What does Bruckner mean to you? What is his place in the history of music?
Bruckner is undoubtedly one of the most important geniuses of the 19th century, if not of all time. He pushed all musical parameters to their limits and far beyond, especially the function of time in music. Throughout his life, he searched for the perfect symphony, the archetype and musical image of a universal world order. Bruckner created symphonies to express the unimaginable. He was the ideal mediator between tradition and the avant-garde, and he was far ahead of his time.

What made you take on the challenge of recording all the versions of Bruckner’s symphonies, an 18-album adventure?
Our edition is not only about the completeness of all versions in a single CD box, but above all about the extraordinary way in which we play his music. Even today, Bruckner’s music is subject to an incredible number of misunderstandings and prejudices, especially with regard to tempo, phrasing and tonal balance.
His symphonies are still often played in an overwhelming pseudo-religious mode. Bruckner’s world is simply equated with that of Richard Wagner. In reality, he created his own universe, a unique and intimate vision of the symphonic world. His deep roots in Viennese classicism and Upper Austrian folk music are completely forgotten. In fact, this new approach to a more authentic interpretation was our main motivation for this extraordinary symphonic cycle.

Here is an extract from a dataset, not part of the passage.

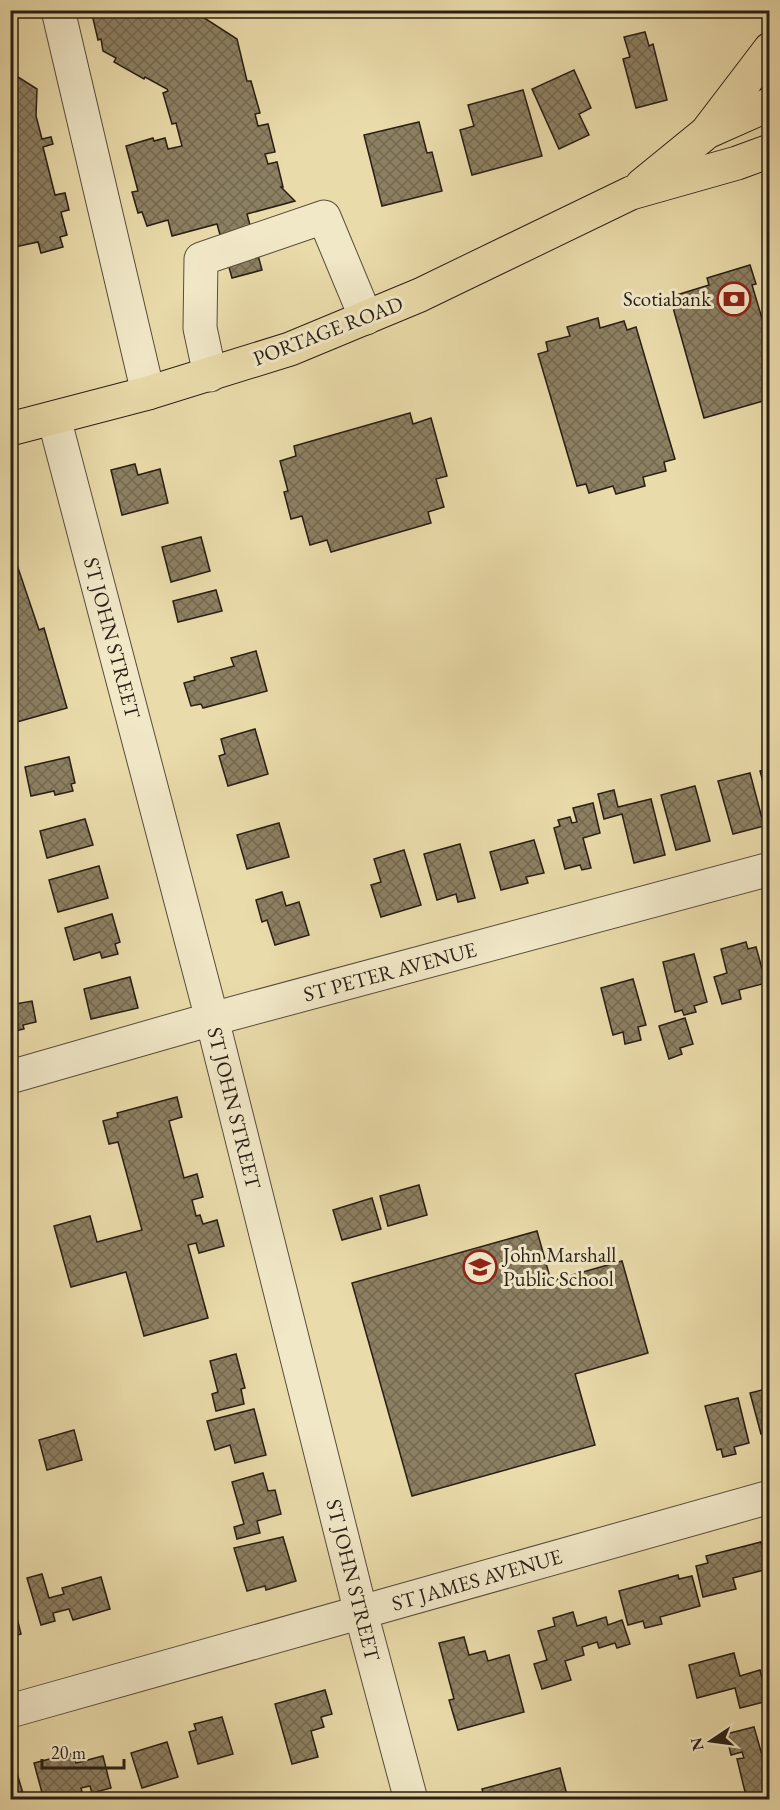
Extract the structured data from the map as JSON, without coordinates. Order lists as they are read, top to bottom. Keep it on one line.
{"streets":{"main road":["PORTAGE ROAD"],"street":["ST JOHN STREET","ST PETER AVENUE","ST JAMES AVENUE"]},"crossings":[["PORTAGE ROAD","ST JOHN STREET"],["ST JOHN STREET","ST PETER AVENUE"],["ST JOHN STREET","ST JAMES AVENUE"]],"places":{"bank":["Scotiabank"],"school or university":["John Marshall Public School"]},"scale_bar":"20 m","north":"left"}
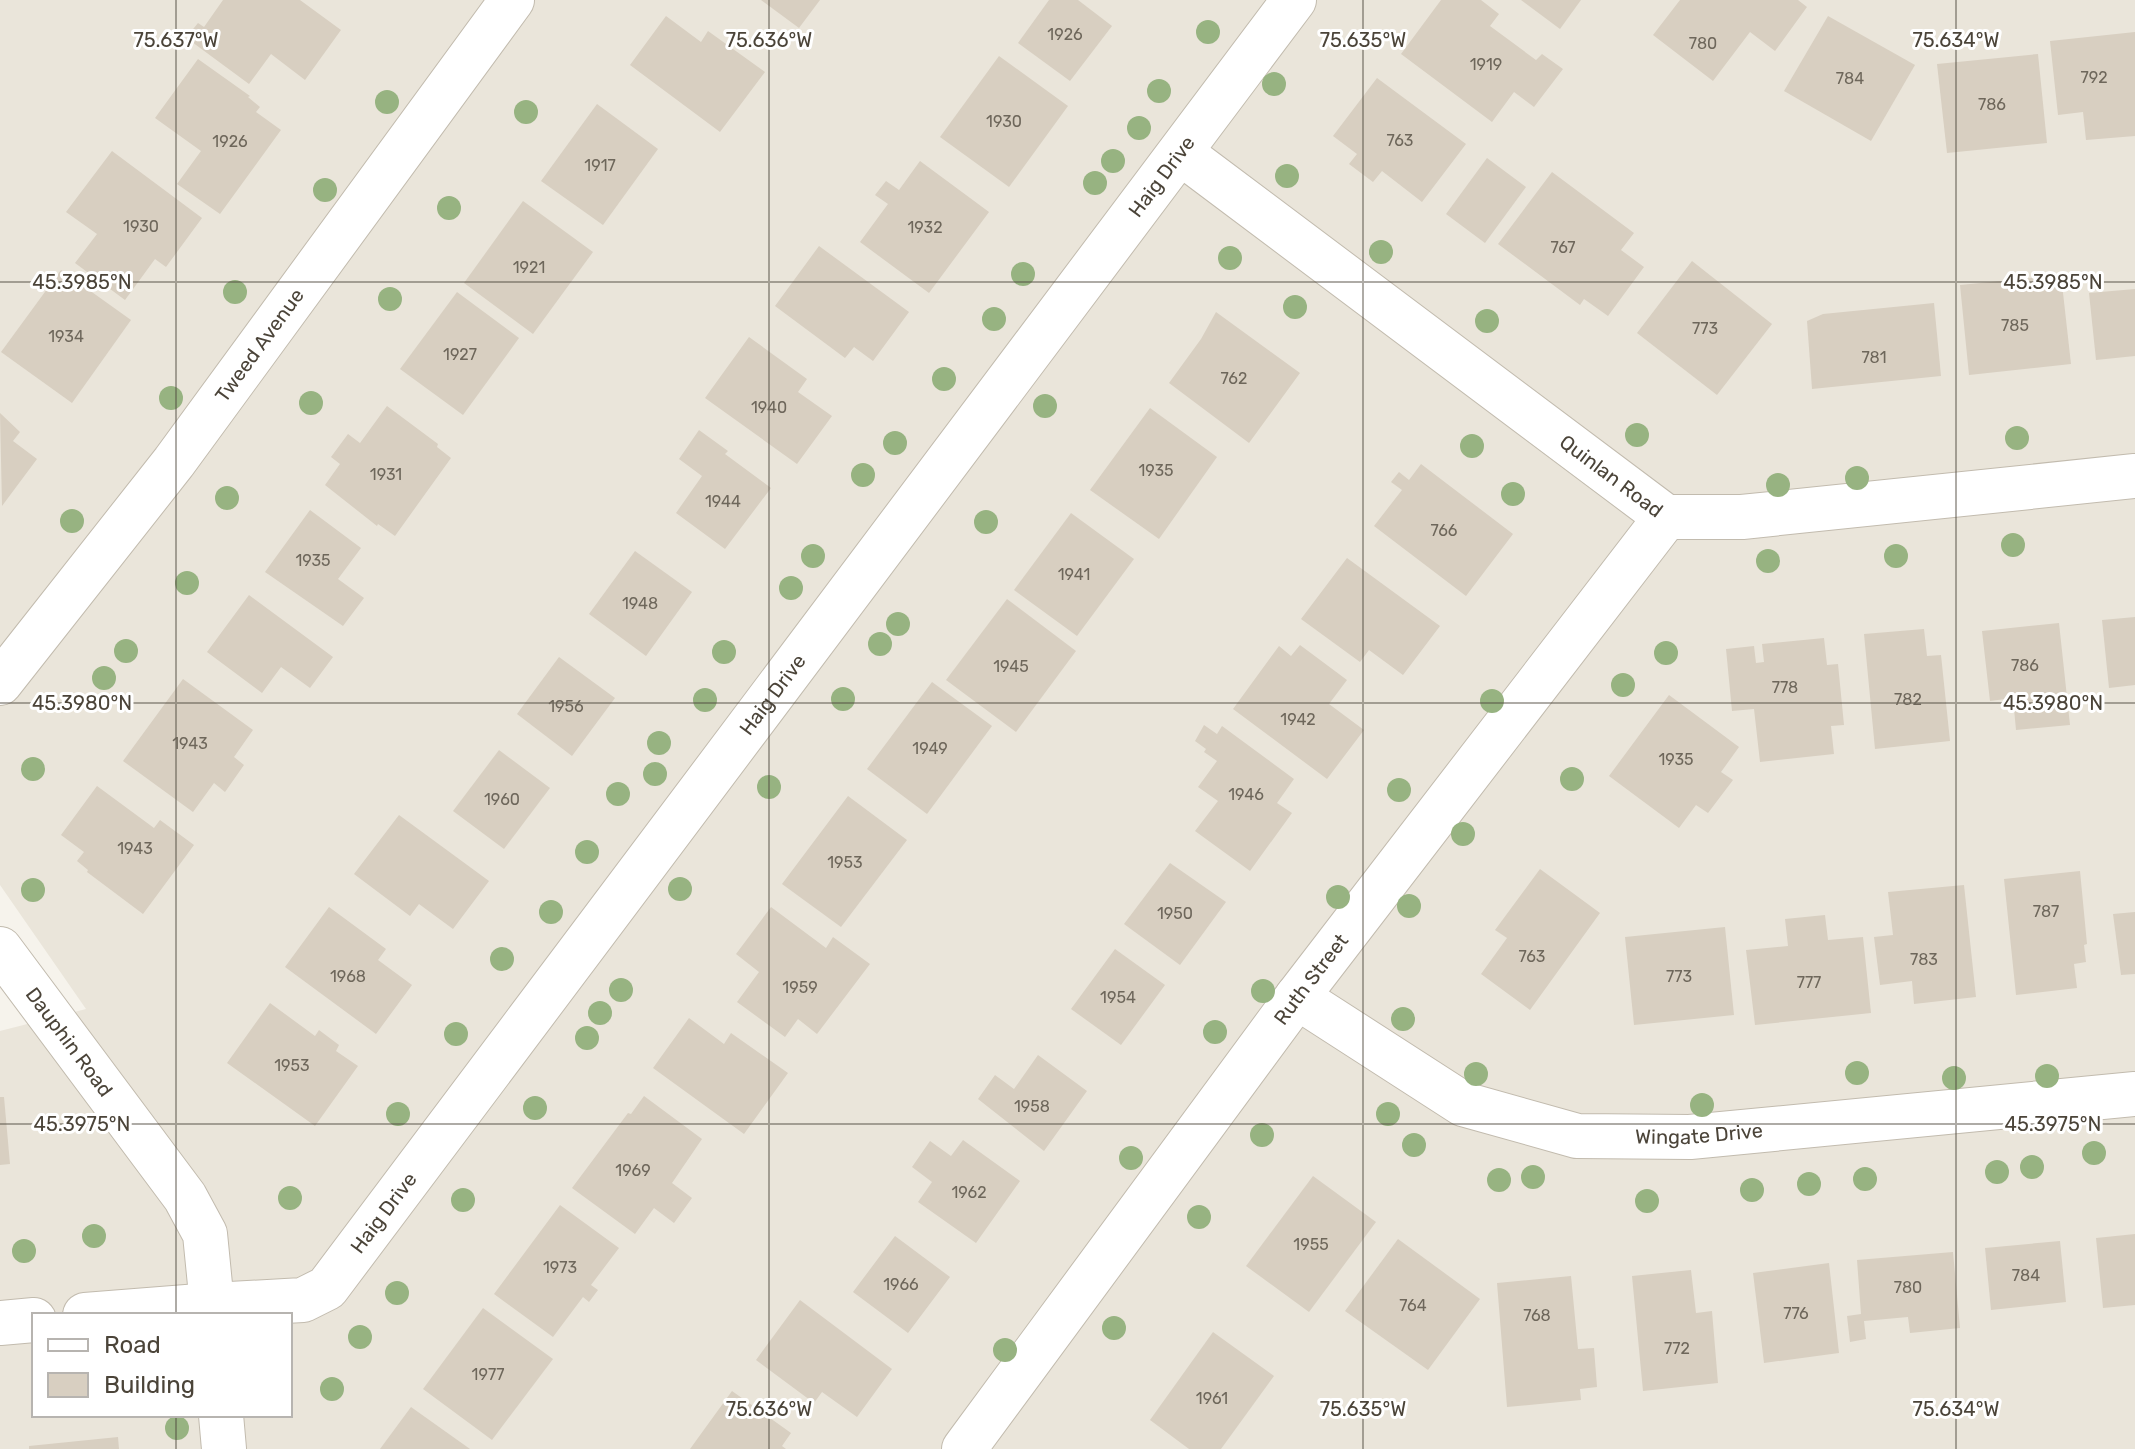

How did you divide the recording between the Bruckner Orchestra, of which you are Music Director, and the Vienna RSO?
The division took place during a complicated planning phase about four years ago. All the schedules, touring activities, admission requirements and detailed availability of the respective halls in Vienna and Linz had to be taken into account: a nightmare. But of course I’m happy that we finally found a solution. We just did it.

How would you describe the collaboration with Paul Hawkshaw of Yale University, who is the consultant for this project?
We began working with Paul early on to determine the right editions, including brand-new ones, to clarify all outstanding questions about the various sources, and above all to discuss interpretive details such as tempo relationships, transitions, Bruckner’s handwritten corrections, and the numerous performance notes, most of which have never been printed. It was an extremely important and intensive period of preparation, as well as an exciting ticket to new aspects of Bruckner’s cosmos.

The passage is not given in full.